Having established that the data in PI:International are of sufficient quality to yield expected internal consistency, convergent validity, and known groups validity, we next turn to summarizing the key dependent variables: (1) the overall results for implicit attitudes and stereotypes across tasks (combining all countries) as well as the countries showing the minimum and maximum scores on implicit (IAT) attitudes and stereotypes; and (2) the overall results (and minimum and maximum) for explicit attitudes and stereotypes across tasks (combining all countries) as well as the countries showing the minimum and maximum scores on explicit (self-reported) attitudes and stereotypes.

Implicit attitudes and stereotypes

All countries showed significant positive IAT D scores, for nearly every task. Given that these attitudes and stereotypes were assessed in each country’s native languages, with samples that were predominantly citizens and residents of the countries, this provides a particularly strong test of the widespread pervasiveness of implicit attitudes and stereotypes across countries, compared to previous tests using only US-based data (e.g., Nosek et al., 2007). On average, across countries, the strongest implicit attitudes were observed on the Age IAT followed, in order, by the Nationality IAT, Body Weight IAT, Gender–Science IAT, Skin tone IAT, Race IAT, and lastly, the Sexuality IAT (Table 8).

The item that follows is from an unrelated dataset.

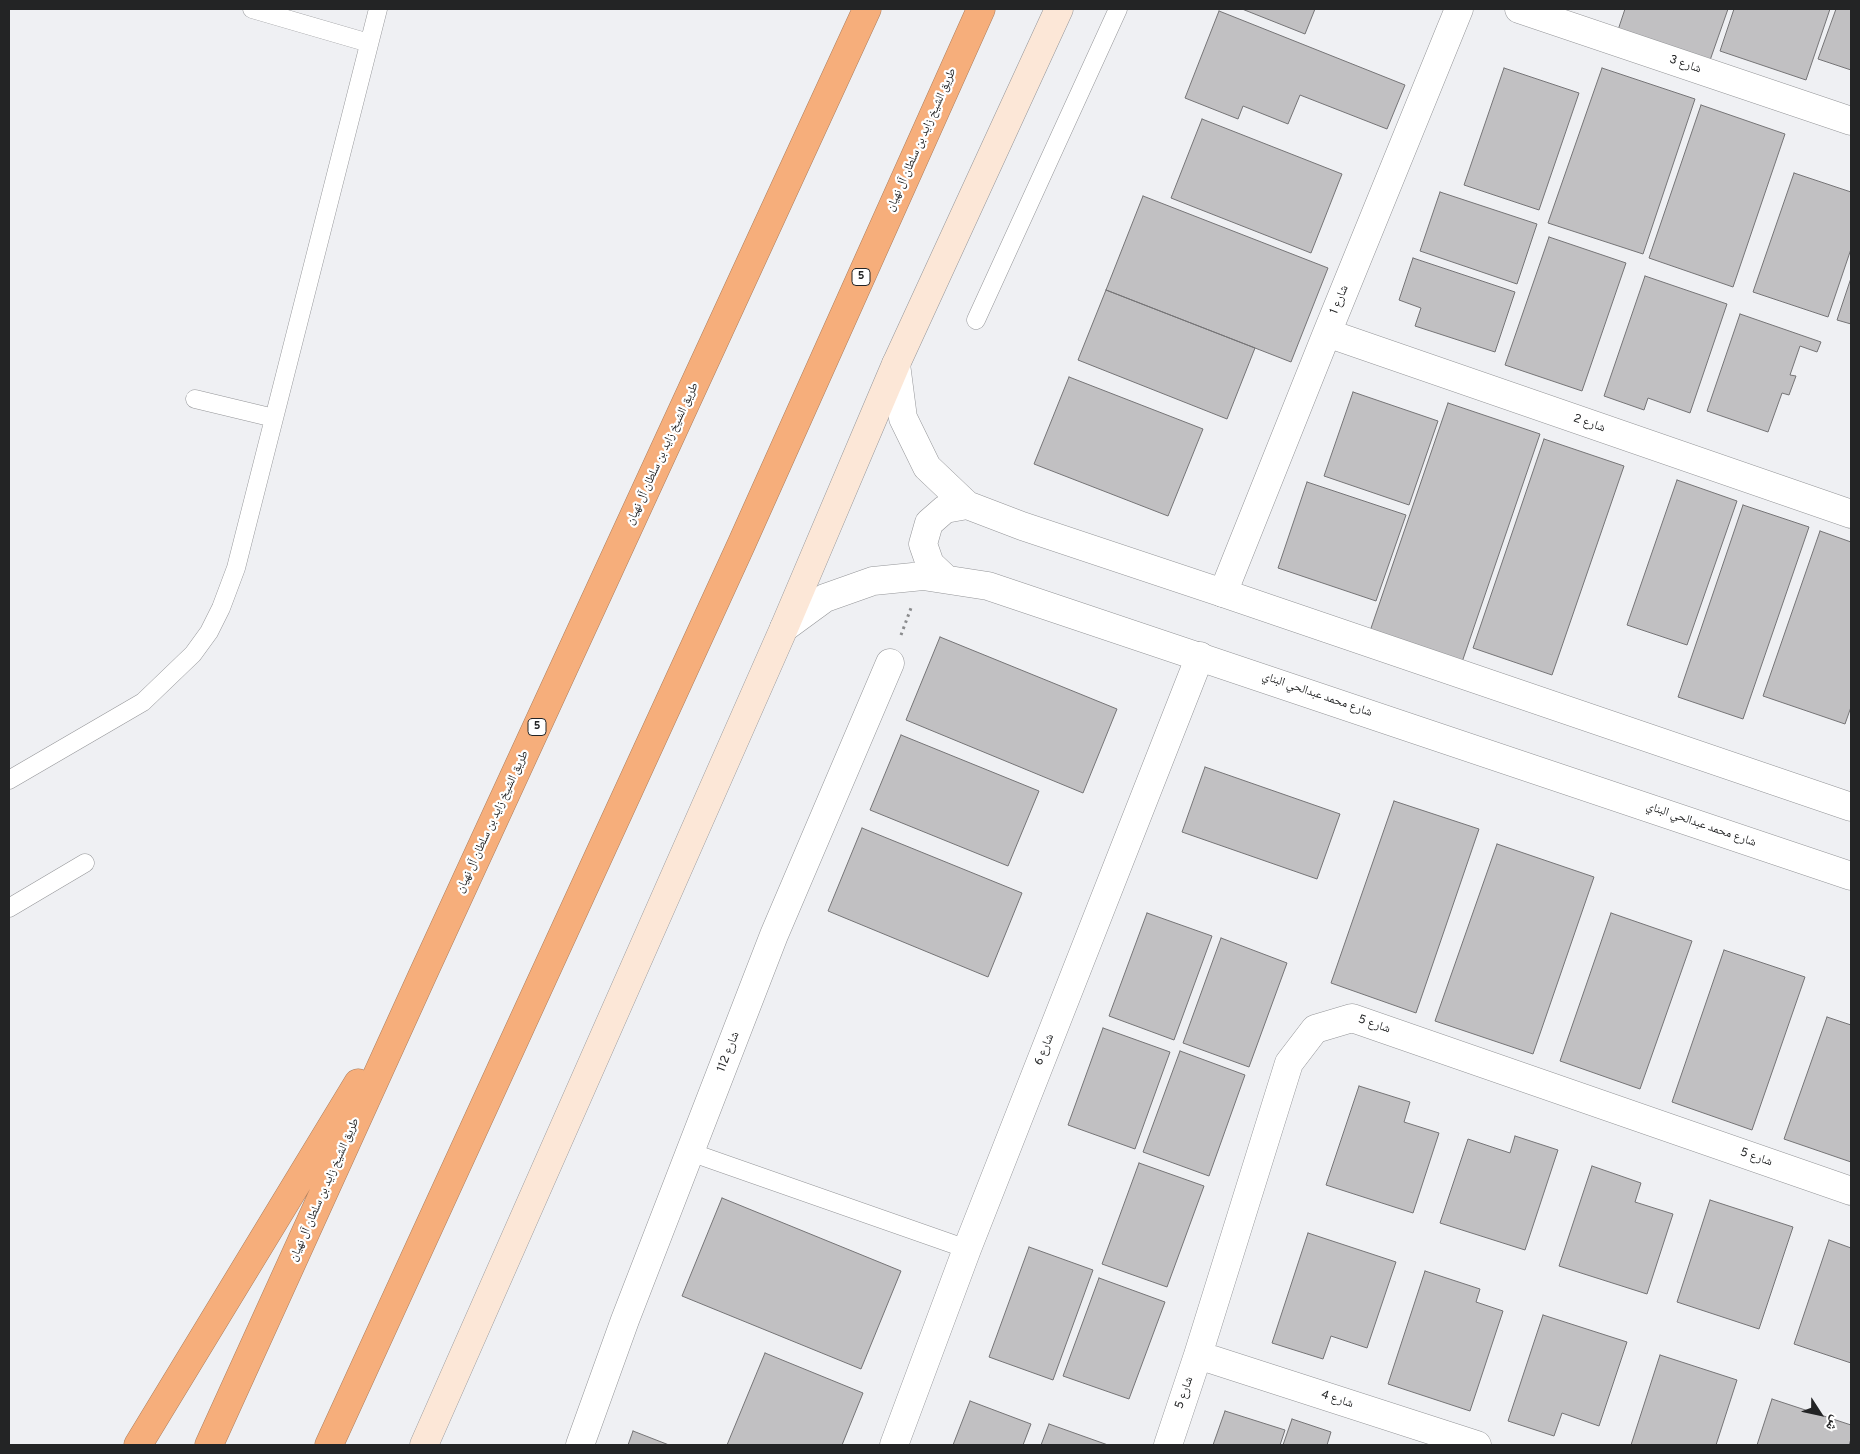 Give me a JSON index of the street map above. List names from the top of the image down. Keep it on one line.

Table 8 Implicit and explicit attitudes and stereotypes across tasks and countries

Despite the consistent presence of positive IAT D scores, there was nevertheless variation in the magnitude of implicit attitudes and stereotypes across countries (Fig. 2). The largest ranges were observed on the Sexuality IAT (range = 0.60 IAT D score points), and Body Weight IAT (range = 0.50 points), and the smallest ranges were observed on the Age (range = 0.19) and Race tasks (range = 0.22). Such differences in country-level variability across tasks may suggest that implicit sexuality and body weight attitudes are more affected by local cultural norms (e.g., the cross-country variation in same-gender marriage laws; Poushter & Kent, 2020); in contrast, implicit race and age attitudes may be more shaped by widely and cross-culturally shared preferences for the (socially dominant) groups of White and young people.

Fig. 2
figure 2

Country differences in implicit attitudes across six IAT tasks. Y-axes represent Cohen’s d effect sizes from one-sample tests against μ = 0. X-axes list the countries, ranked from left to right in order from strongest to weakest IAT D scores. Error bars represent 95% confidence intervals around Cohen’s d estimates.

However, we also note the caveat that some variation in the magnitude of attitudes between countries could reflect more extreme, outlier estimations for smaller sample-size countries (e.g., Romania, which often appears as the country with either the minimum or maximum estimated attitude). Nevertheless, inspecting the confidence intervals around the Cohen’s d estimates across countries (e.g., Fig. 2) shows that it is not always the country with the largest variance (and smallest sample size) that anchors an extreme end. Moreover, the confidence intervals show that, even in the countries with the smallest amounts of data, the mean appears to be estimated with adequate precision (the CIs do not span more than a few decimal points). Thus, despite variability in sample sizes, it appears possible to interpret the magnitude ranges across countries with some confidence.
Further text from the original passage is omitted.